Employment Provident Fund Organisation (EPFO) on Wednesday suspended the service of Common Service Centre (CSC) amid reports of a data breach in Aadhaar-seeding with PF accounts. Subsequently, the website, aadhaar.epfoservices.com, used to link Aadhar with EPFO, was also shut by the department.
Earlier, it was reported that EPFO Central Provident Fund Commissioner V P Joy has written a letter to CSC’s CEO, Dinesh Tyagi, on March 23, flagging the issue of data theft.
The EPFO, while announcing the services of CSC, said that the warnings regarding vulnerabilities in data or software is a ‘routine administrative process’. It further said that the services of CSC were discontinued from March 22 on the basis of vulnerabilities recorded in the process.
The pension body assured that there is nothing to be concerned about and that all necessary measures are being taken to ensure that no data leakage takes place.
The statement issued by the EPFO said that “no confirmed data leakage has been established or observed so far.” It added that the closing of server and host service through the CSC pending vulnerability checks has come up as an advance measure to avoid the data breach.
The EPFO statement came after reports suggested theft of data of subscribers by hackers from ‘aadhaar.epfoservices.com’, a website operated by the CSC that comes under the Ministry of Electronics and IT. The issue of data theft was purportedly raised by VP Joy in his letter dated March 23. “… it has been intimated that the data has been stolen by hackers by exploiting the vulnerabilities prevailing in the website (aadhaar.epfoservices.com) of EPFO…,” the letter said, as per PTI.
Speaking to The Indian Express, Joy said that the suspected data leak “did not happen on the server or software run by EPFO” but “on the CSC software”, following which the CSC services were curtailed on March 22.
The EPFO has been seeding Aadhaar with Universal Account (PF) numbers of its subscribers with an aim to improve delivery of services.
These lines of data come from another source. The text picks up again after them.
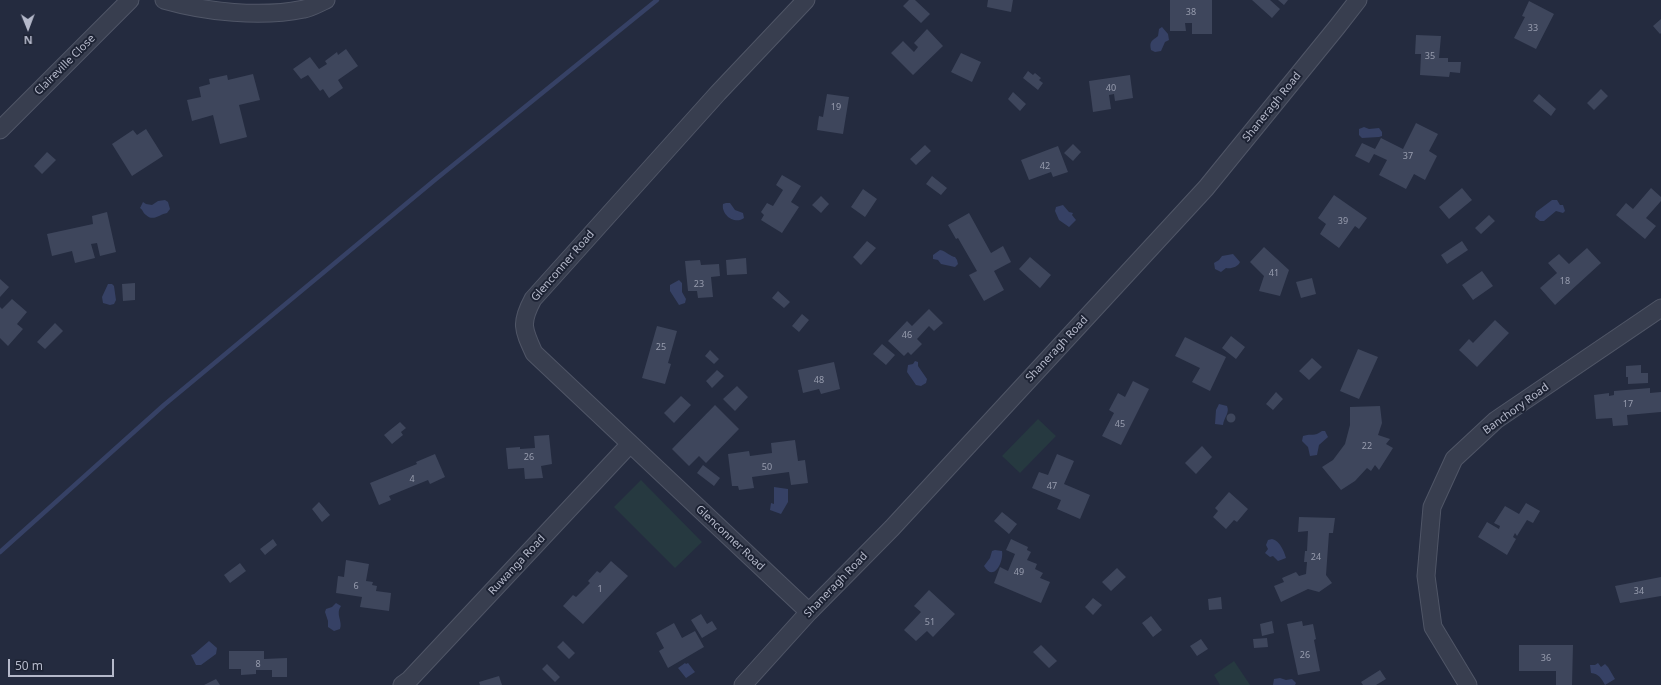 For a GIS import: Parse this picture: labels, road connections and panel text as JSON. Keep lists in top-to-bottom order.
{
  "streets": {
    "street": [
      "Claireville Close",
      "Shaneragh Road",
      "Glenconner Road",
      "Banchory Road",
      "Ruwanga Road"
    ]
  },
  "crossings": [
    ["Shaneragh Road", "Glenconner Road"],
    ["Glenconner Road", "Ruwanga Road"]
  ],
  "house_numbers": [
    "38",
    "33",
    "35",
    "40",
    "19",
    "37",
    "42",
    "39",
    "41",
    "18",
    "23",
    "46",
    "25",
    "48",
    "17",
    "45",
    "22",
    "26",
    "50",
    "4",
    "47",
    "24",
    "49",
    "6",
    "1",
    "34",
    "51",
    "26",
    "36",
    "8"
  ],
  "scale_bar": "50 m",
  "north": "bottom"
} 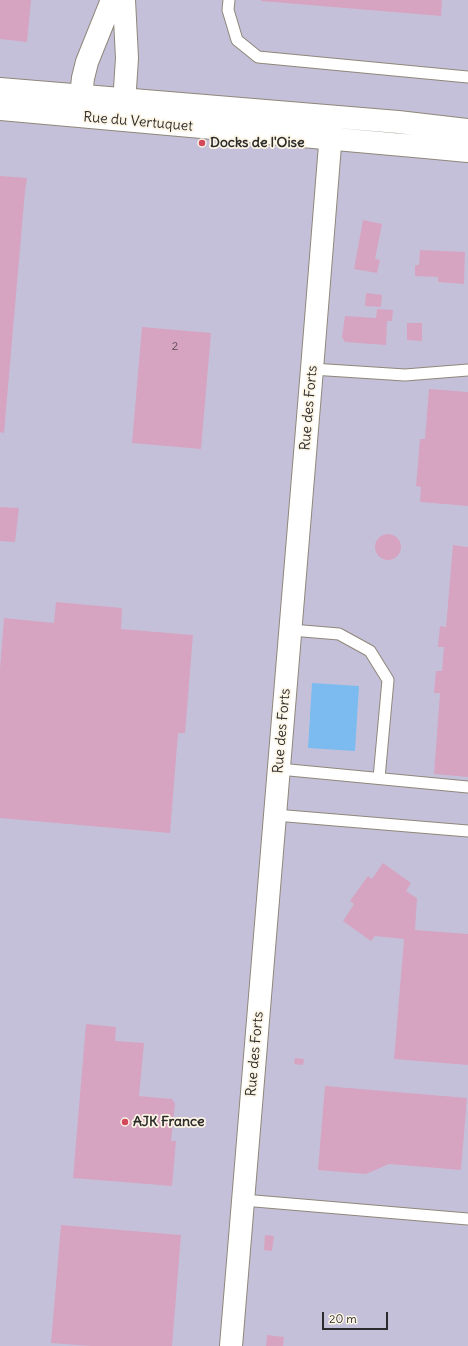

The retirement fund body planned to go paperless by August this year and then all its services would be provided online.
On the other hand, Unique Identification Authority of India (UIDAI), the body that control Aadhaar-related issues, clarified that there is no data compromise from its servers, and asserted that the Aadhaar database “remains safe and secure”.
Speaking to PTI, CSC CEO Dinesh Tyagi emphasised that application in question had been designed by the CSC, however, it is now hosted on EPFO data centres and servers.
“It is now fully under EPFO’s control… the (web) application has also been security audited by an empanelled auditor. But since the vulnerability has been pointed out, we are getting it audited by another auditor, and will send the report to the EPFO,” Tyagi was quoted as saying.
The report of the data leak and alleged data vulnerability gains significance as they come at a time when a Constitutional bench of the Supreme Court is hearing a number of petitions challenging the Aadhaar Act and the use of biometric identifier.